> [Problem]
The required answer is a copy of each line in the entries below that includes "Manaszczuk".

[Saved data entries]
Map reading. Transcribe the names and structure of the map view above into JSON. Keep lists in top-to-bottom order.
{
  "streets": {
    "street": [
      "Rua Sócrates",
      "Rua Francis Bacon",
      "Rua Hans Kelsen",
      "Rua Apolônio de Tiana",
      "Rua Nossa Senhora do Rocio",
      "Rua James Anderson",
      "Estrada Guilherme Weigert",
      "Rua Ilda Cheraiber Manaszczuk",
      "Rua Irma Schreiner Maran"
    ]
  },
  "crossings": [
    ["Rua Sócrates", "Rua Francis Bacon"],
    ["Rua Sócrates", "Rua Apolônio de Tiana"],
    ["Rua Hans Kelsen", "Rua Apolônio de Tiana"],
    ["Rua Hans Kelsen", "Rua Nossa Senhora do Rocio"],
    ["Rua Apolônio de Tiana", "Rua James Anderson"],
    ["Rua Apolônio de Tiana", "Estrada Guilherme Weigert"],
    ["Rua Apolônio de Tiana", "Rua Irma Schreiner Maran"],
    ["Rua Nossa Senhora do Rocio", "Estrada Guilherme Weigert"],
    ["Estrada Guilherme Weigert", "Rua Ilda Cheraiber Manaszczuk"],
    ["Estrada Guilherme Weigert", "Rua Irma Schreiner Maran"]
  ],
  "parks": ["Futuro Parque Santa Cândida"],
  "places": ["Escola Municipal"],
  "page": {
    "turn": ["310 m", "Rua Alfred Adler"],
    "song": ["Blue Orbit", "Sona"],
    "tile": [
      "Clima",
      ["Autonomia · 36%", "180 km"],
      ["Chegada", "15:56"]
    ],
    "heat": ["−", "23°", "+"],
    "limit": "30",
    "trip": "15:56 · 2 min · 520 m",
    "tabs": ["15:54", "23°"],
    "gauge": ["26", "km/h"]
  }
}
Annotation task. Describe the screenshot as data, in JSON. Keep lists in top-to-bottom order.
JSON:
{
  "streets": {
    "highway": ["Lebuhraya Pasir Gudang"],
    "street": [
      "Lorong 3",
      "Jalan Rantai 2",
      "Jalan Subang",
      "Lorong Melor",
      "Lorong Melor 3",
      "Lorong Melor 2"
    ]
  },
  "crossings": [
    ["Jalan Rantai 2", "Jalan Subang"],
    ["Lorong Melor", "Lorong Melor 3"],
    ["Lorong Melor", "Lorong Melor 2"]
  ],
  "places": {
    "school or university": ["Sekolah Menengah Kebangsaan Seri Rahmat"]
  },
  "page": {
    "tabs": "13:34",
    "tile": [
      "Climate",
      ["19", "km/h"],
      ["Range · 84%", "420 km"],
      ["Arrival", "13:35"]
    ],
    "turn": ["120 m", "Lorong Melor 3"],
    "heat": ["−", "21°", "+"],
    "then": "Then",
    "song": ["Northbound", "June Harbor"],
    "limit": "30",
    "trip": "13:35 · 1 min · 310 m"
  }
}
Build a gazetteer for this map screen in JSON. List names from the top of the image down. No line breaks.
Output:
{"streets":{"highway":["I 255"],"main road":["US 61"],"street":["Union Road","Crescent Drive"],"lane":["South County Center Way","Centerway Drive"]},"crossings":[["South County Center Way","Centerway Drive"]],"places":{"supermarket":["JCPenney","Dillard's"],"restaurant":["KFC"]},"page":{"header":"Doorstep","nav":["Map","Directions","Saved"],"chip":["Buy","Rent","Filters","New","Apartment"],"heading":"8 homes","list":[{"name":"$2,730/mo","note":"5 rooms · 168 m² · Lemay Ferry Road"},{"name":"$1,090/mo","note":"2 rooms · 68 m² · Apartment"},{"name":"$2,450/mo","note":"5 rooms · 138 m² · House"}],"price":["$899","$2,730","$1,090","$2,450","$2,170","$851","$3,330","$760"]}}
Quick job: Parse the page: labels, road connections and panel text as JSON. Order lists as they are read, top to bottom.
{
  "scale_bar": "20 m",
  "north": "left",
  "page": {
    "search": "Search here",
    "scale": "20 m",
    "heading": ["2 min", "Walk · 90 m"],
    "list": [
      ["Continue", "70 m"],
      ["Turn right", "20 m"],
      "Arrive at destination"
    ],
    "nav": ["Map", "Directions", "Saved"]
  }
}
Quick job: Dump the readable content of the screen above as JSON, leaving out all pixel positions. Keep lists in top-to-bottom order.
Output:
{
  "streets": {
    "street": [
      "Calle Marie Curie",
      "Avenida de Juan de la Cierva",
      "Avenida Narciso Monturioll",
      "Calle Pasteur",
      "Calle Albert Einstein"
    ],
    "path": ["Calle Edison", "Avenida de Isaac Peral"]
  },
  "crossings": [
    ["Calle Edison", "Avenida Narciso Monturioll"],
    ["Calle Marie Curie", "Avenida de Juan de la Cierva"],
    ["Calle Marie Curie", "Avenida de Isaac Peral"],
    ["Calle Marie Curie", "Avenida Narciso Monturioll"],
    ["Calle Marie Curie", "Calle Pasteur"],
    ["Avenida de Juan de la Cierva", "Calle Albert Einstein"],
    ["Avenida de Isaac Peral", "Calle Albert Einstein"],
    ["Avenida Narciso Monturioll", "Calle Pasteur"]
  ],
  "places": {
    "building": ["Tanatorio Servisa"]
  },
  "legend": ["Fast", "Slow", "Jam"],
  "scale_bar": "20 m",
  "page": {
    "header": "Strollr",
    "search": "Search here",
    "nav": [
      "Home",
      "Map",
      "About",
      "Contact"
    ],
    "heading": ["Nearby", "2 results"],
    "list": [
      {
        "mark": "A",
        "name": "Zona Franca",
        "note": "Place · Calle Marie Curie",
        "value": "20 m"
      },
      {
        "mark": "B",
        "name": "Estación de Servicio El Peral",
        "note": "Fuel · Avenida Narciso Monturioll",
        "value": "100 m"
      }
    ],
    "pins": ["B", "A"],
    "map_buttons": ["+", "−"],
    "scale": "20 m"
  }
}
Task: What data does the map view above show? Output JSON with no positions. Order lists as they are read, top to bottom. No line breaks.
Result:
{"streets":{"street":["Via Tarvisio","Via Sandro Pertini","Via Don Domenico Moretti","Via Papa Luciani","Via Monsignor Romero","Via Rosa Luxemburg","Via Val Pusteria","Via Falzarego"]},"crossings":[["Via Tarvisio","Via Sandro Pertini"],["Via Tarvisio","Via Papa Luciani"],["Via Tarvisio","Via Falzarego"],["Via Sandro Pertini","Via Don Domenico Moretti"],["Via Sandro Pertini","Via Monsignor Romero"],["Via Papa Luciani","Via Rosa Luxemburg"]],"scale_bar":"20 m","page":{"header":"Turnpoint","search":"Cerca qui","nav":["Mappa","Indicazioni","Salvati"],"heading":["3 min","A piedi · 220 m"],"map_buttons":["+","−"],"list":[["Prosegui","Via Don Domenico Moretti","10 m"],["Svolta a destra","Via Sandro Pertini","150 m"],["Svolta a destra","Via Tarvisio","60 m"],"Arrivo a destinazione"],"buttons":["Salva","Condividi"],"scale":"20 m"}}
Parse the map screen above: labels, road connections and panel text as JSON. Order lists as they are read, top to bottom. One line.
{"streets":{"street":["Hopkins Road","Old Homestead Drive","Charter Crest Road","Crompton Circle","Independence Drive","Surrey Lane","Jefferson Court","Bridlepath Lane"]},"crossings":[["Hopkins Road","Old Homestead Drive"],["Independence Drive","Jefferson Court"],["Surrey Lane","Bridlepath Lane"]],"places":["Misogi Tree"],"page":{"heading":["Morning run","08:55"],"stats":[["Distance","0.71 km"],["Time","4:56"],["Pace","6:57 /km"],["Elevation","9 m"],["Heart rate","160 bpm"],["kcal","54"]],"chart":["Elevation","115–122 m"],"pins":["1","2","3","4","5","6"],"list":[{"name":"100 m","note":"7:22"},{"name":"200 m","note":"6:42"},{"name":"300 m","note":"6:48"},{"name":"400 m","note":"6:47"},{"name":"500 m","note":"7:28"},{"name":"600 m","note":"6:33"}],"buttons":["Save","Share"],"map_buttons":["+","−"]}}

> [Task answer]
      "Rua Ilda Cheraiber Manaszczuk",
    ["Estrada Guilherme Weigert", "Rua Ilda Cheraiber Manaszczuk"],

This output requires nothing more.